Reading 1 ACTS 6:8-10; 7:54-59
Responsorial Psalm PS 31:3CD-4, 6 AND 8AB, 16BC AND 17
Gospel MT 10:17-22
Liturgical colour: Red.
Dear brothers and sisters in Christ! We have just celebrated both Christmas eve, and only yesterday, we celebrated Christmas day itself, the Wonderful feast of the birth of Jesus, Our Lord and Saviour. We have reflected upon the little newborn babe in the crib, we have sung “silent night” and “Hark the Herald Angel’s Sing”, amongst other hymns, Carol’s, and no doubt festive non religious tunes of all varieties as well, and we have heard the tidings of peace, joy and salvation to all the world. And suddenly today, in stark contrast, we are clothed in blood-red vestments, we hear of the bloody death of Stephen, and of Jesus’ warnings of persecution, death, and hatred for his name’s sake. So, Is there a connection between Christmas and the first Holy martyr Stephen? How are we to make sense of this dramatic sudden contrast? Does it mean we shouldn’t take the beauty and the peace of Christmas too seriously? Does it mean that Christmas is merely a wonderful story, but that the reality is indeed extremely different…?
Not at all!! The long tradition of the Church in celebrating the memorial of St. Stephen the day after Christmas does not serve to demote Christmas in any way whatsoever, but to continue it, to strengthen it, and to manifest more clearly in our hearts the important meaning of the Christmas celebration. Jesus became mankind, he became born as an earthly child, so to in in his adult earthly years, to sacrifice himself for us and for our salvation. He wanted as he wants today and always, for us to give him his rightful place within our hearts. So after Christmas, the birth of the small Jesus, we contemplate also the birth of the Church, because Our Lord was and is the Church, he was the church as a child.

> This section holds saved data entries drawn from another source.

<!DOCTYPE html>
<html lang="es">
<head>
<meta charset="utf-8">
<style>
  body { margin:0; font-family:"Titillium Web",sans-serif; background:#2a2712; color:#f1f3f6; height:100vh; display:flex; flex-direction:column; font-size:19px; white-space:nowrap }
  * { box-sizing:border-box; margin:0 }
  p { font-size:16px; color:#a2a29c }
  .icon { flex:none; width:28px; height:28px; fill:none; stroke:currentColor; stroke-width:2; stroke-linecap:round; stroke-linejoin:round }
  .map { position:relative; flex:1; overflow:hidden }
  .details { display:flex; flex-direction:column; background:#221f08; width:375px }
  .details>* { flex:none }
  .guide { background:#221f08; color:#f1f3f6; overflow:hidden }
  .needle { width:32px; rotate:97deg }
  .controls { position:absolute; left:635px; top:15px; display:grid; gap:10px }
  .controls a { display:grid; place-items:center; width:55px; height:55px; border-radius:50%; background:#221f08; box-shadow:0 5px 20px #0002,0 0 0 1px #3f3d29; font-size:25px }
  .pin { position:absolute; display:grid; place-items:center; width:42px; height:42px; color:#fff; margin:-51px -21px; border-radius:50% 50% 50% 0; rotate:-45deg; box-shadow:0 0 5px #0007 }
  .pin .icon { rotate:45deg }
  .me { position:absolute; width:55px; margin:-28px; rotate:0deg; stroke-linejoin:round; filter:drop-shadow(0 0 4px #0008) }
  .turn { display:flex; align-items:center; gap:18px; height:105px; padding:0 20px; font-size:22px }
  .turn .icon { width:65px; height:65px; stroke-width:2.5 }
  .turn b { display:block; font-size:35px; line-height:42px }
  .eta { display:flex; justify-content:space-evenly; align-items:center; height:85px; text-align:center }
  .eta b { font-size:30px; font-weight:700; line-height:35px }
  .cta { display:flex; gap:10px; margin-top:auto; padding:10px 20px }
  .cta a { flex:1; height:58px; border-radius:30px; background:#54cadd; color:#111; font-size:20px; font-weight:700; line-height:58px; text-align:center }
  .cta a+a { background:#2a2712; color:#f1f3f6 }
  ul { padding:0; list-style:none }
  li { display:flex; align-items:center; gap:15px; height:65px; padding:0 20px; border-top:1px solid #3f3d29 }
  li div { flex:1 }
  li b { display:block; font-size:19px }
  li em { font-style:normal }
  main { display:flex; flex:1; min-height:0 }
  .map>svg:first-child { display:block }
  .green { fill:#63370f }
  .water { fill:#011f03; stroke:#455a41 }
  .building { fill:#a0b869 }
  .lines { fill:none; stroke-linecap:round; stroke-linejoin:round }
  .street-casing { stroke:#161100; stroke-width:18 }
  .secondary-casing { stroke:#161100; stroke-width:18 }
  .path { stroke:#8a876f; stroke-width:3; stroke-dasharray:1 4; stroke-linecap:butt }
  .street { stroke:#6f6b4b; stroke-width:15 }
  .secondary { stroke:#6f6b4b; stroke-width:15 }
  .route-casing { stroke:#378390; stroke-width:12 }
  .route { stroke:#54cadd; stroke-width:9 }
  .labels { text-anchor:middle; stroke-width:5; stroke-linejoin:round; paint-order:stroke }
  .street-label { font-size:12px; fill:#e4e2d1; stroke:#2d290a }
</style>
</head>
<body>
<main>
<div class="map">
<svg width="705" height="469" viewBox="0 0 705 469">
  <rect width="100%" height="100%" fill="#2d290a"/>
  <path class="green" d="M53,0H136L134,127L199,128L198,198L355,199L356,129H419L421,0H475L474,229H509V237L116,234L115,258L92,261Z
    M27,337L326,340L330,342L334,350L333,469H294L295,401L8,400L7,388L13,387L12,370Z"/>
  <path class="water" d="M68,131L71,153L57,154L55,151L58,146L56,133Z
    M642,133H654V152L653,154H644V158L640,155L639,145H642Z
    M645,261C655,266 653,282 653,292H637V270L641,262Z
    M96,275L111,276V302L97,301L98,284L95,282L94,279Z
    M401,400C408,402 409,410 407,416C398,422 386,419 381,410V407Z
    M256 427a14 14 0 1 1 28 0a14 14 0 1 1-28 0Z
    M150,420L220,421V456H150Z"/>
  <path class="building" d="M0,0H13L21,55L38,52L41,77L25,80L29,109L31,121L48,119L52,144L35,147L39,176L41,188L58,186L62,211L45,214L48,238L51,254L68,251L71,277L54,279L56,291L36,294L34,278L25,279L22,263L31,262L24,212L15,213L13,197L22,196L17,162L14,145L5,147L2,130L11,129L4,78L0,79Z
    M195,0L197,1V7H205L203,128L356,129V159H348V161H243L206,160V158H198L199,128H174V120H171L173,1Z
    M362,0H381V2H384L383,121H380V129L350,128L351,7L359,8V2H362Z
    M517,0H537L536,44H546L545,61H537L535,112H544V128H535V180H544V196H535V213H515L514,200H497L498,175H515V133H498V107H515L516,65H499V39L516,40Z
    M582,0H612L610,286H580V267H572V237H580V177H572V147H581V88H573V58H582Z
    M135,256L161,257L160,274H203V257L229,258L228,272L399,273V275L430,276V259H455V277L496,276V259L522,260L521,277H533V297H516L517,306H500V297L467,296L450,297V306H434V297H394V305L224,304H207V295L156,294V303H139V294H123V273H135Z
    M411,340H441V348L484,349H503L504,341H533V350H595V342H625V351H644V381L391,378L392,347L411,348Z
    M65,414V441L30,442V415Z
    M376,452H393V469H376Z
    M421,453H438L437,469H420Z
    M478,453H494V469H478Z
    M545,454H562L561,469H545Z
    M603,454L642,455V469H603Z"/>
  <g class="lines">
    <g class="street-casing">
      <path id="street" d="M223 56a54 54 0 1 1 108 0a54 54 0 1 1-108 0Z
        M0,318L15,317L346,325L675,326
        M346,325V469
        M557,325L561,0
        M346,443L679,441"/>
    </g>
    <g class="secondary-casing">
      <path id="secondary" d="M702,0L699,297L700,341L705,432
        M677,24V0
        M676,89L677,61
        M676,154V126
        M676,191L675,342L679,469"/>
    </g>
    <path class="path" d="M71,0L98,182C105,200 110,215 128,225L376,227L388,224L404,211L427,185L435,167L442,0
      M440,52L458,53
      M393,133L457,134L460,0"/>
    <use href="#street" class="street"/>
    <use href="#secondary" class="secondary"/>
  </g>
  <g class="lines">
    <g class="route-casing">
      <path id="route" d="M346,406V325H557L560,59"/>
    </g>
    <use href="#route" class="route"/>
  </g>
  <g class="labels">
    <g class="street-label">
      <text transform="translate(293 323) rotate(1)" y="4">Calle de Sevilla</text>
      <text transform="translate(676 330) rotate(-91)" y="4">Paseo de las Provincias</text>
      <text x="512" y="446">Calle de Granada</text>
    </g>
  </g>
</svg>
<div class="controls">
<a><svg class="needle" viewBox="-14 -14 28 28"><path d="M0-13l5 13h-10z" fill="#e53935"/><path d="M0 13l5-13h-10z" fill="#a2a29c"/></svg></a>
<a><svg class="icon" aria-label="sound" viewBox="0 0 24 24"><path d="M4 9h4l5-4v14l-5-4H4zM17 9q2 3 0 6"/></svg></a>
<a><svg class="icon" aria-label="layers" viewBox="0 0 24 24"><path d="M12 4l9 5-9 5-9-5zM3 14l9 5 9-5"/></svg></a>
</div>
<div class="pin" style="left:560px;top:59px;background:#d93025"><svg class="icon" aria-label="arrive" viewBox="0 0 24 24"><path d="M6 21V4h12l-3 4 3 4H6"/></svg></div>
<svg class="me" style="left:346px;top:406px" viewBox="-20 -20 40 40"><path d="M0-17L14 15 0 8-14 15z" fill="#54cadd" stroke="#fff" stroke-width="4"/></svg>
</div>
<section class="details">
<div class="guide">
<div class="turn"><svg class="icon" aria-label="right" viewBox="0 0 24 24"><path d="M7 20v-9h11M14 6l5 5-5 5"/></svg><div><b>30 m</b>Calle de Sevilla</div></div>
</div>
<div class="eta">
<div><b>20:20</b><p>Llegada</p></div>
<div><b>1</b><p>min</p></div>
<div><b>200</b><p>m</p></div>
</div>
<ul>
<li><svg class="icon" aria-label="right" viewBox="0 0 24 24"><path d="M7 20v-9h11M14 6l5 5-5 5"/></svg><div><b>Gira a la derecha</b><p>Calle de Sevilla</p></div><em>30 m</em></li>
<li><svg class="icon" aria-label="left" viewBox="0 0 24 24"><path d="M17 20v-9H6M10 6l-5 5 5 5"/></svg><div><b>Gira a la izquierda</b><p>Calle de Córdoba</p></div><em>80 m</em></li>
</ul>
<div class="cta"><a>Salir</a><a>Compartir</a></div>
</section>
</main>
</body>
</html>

Now when Jesus comes to dwell in our hearts, that cannot remain without effect upon us. When Our Lord and Saviour, who can do all things dwells within us, he transforms our hearts, and thus makes a difference in our attitudes towards one another and toward life. St. Stephen’s life is an excellent example of this. As one of the first deacons he had a double task. He was assigned to the service of the tables, to the “service of love” to the poor, so that the Apostles would have more time for their preaching. But Stephen also had the gift of preaching, and so he would also perform the ministry of truth. Stephen, trusting in Jesus, devoted himself whole-heartedly to the tasks entrusted into him. He was stoned to death because his preaching of Jesus as the Son of God was considered blasphemy. Now, we might think that if Stephen, had been far more considerate of the understanding and passion of his Jewish brothers for the oneness of God, and had spoken more carefully about Jesus, that he would not have been stoned, that maybe he could have continued to preach about Jesus, and that by doing this,he could have done more good….
But St. Stephen make no compromises concerning the truth. He proclaims the Jesus who revealed himself and the one truth whom he had come to know. But he does not proclaim this truth by way of any violence or hatred, but in instead in the acts of love and self-giving. Until the last moment he forgives the men who kill him. As Jesus prayed for those who killed him, so St. Stephen prayed, “Lord, do not count this sin against them!” And his witness, his death was fruitful for us as members of the Church. The remembrance of this witness, for example, probably helped Saul later to accept Christ’s message as the truth, and to later become the great Apostle Paul.
St. Stephen is an excellent example to us of true and unwavering faithfulness to Jesus, an example of holding fast to the truth in love. This is an example of the way we all should and want to go within our lives. This path of truth and salvation is not always easy. It is not always easy to avoid deviating from the correct path in one way or another. Sometimes one hears that faithful Christians, in order to be tolerant of others, must abandon the claim to truth, that they must not proclaim or hold the faith as truth or even as true, for that to some, may lead to intolerance and to hatred. But the example of St. Stephen shows us clearly that the world needs the witness of the truth, and that it is possible to preach this truth with steadfast conviction and yet without any violence or hate, but in the acts of love and self-giving.
Let us pray to Jesus, who came into this world as a child for our sakes, that we have the courage and the wisdom to profess our faith in our family life, in our workplaces, in our society, wherever we are, in a convinced and convincing loving manner, as St. Stephen did. Amen.